2. Catch the Number game
This math game is to develop the mental math of the students. So, teacher mention a clue e.g catch the odd number between 11 - 20 then after that, teacher will randomly mention any numbers between 11-20 and when the odd number is mentioned, they must catch it by clapping hands (like catching something), the questions are varied like catch the number from multiplication 6, etc.

3. Solving 1 and 2 steps word problems
In groups and individually students must solve word problems. They were given a stack of questions that they can chose to solve first. We also continue the math workbook practice.

4. BarGraphs
In the class, as a group they must find any school appliances that using electricity/batteries. Then they list down and draw bar graphs. At home, they also do the similar activities.

English, Bahasa and Inquiry
Narrative Writing about :
English: My Happy Day
Inquiry :  How to save electricity
Bahasa: Pahlawanku

We are trying to develop the writing skills of year 3 students, they were practicing to write narrative paragraph with minimum of 100-150 words/story. They also learned to use W-H questions as guidance.

INQUIRY
Write comic about Life without Electricity
To know what they have learned and to develop their thinking skills, the students made a comic strip about life without electricity. 

VALUES/PSPE
The students learned how to reflect on their learning in group. By doing so, we hope that they know what they're strength and what things that they can improve to be better.











Tuesday, November 11, 2014

PSPE - Finding Nemo











Year 3 were focusing on being inquirers, risk takers, showing curiosity and confidence. We had PSPE activity of finding nemo. We had to find someone who can do.... or have ...... and ask that person to show/proof it, after that we write his/her name and write the answer.

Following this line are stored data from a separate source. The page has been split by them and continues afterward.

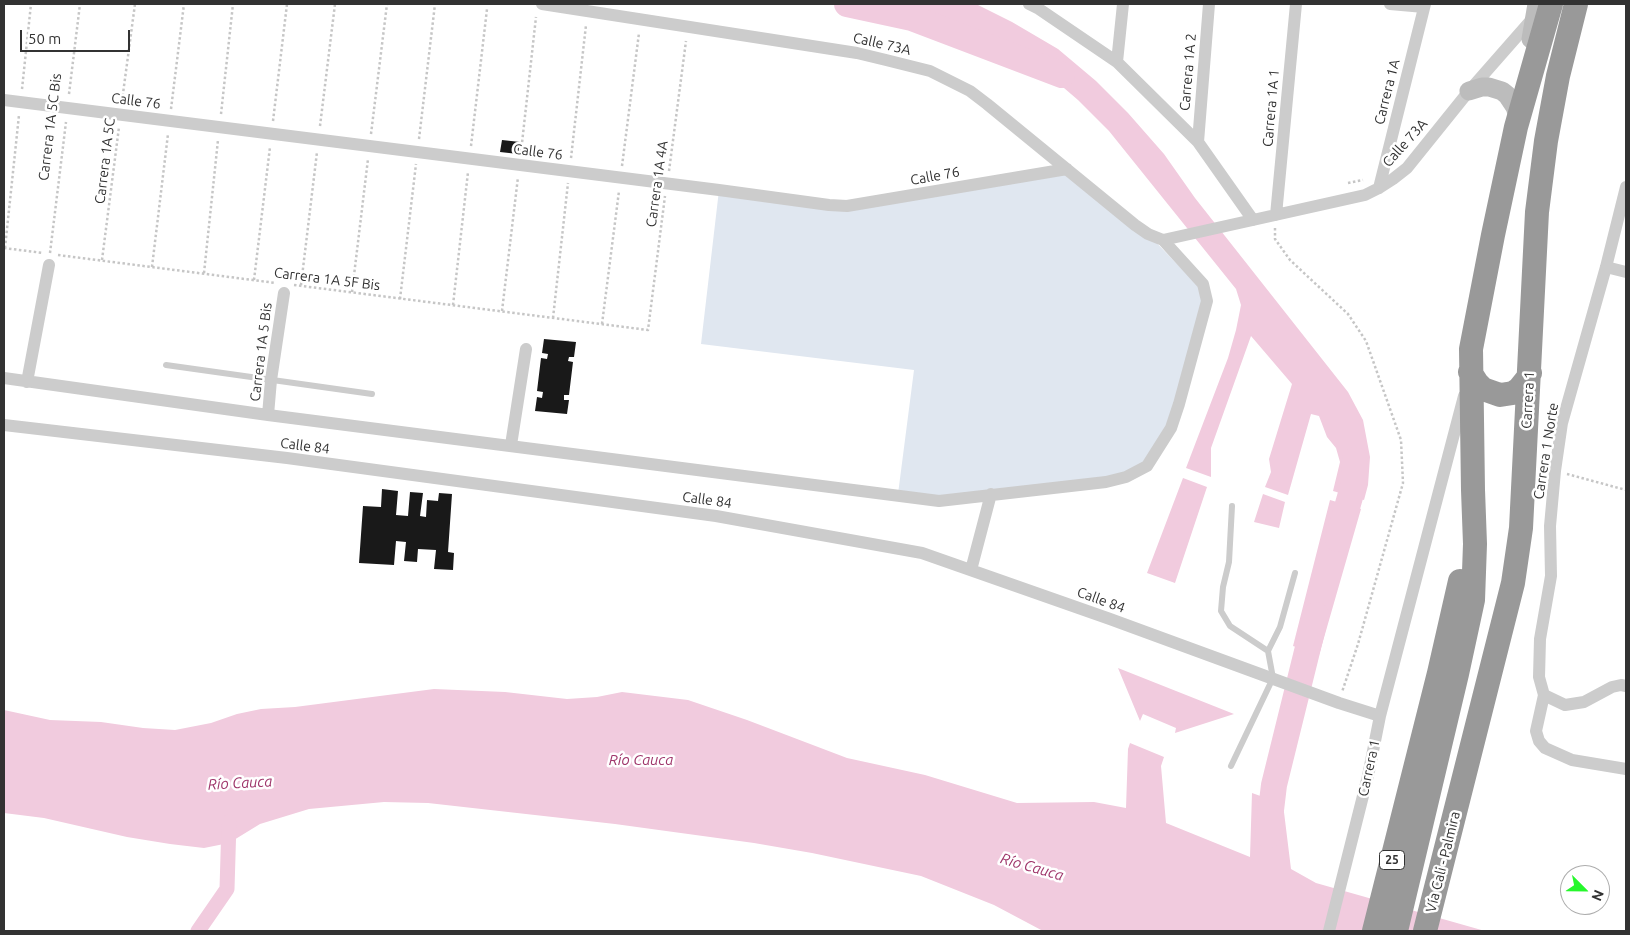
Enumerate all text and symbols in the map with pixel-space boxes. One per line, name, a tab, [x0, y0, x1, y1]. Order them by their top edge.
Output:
scale bar	[22, 20, 132, 52]
street label: Calle 73A	[851, 29, 913, 59]
text: 50 m	[28, 30, 61, 47]
street label: Carrera 1A 2	[1176, 32, 1200, 112]
street label: Carrera 1A	[1371, 58, 1403, 126]
street label: Carrera 1A 1	[1259, 68, 1283, 148]
street label: Carrera 1A 5C Bis	[35, 72, 65, 182]
street label: Calle 76	[110, 90, 162, 112]
street label: Calle 73A	[1379, 115, 1431, 171]
street label: Carrera 1A 5C	[91, 117, 119, 205]
street label: Carrera 1A 4A	[643, 140, 671, 228]
street label: Calle 76	[512, 141, 564, 163]
street label: Calle 76	[909, 163, 961, 189]
street label: Carrera 1A 5F Bis	[273, 264, 381, 294]
street label: Carrera 1A 5 Bis	[247, 302, 275, 402]
street label: Carrera 1	[1518, 371, 1538, 429]
street label: Carrera 1 Norte	[1530, 401, 1562, 501]
street label: Calle 84	[279, 435, 331, 457]
street label: Calle 84	[681, 488, 733, 512]
street label: Calle 84	[1075, 584, 1127, 616]
street label: Carrera 1	[1355, 738, 1383, 798]
water label: Río Cauca	[609, 751, 673, 769]
water label: Río Cauca	[207, 772, 273, 794]
street label: Vía Cali - Palmira	[1422, 810, 1464, 914]
water label: Río Cauca	[998, 849, 1066, 885]
road number: 25	[1380, 850, 1404, 870]
north arrow	[1560, 865, 1610, 915]
text: N	[1588, 888, 1607, 903]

We had 20 questions and had to find the "nemo". Some of the examples such as: find someone that can spell creative backward,  find someone that can explain the meaning of curiosity, find someone that can count 2014-2000 , and so on.

It looks an easy tasks but we really need to show confidence when we have to ask around to some teachers, and secondary students and being inquirers , risk taker and curiosity too.

Electricity Lab Experiments




Year 3 had some experiments about how electricity stored and transformed.  We learned that even in water and lemon there are electricity, even our body have static electricity.

We had some experiments that showing how electricity transformed into light and sound.  A battery is one sources of energy for electricity.

Thursday, November 6, 2014

Students' FINDING OUT AND SORTING OUT about Electricity at ACE HARDWARE - Central Park


Today, Year 3 went to Ace Hardware - Central Park to find out more about electricity. We got a warm welcome from Ace Hardware staffs. There, we had a tour and demo about some appliances such as paper shredder, electric bicycle, LED lamp, etc.

We found out different FORMS of appliances that using electricity, the FUNCTIONS from different appliances and the CHANGE of energy.

It was a great day at ACE, since all of us become more knowledgeable.




 We tried how to use paper shredder. This is our first time trying how to use it. It was fun :)



We found out that sauna box is using electricity to make heat.





All of us, found that there are different types of lamp also the functions, such as LED lamp, bulbs, etc. Some lights are being used only for reading , table lamp, hanging lamp or also for decoration.



We had lunch before we go back to school at BK.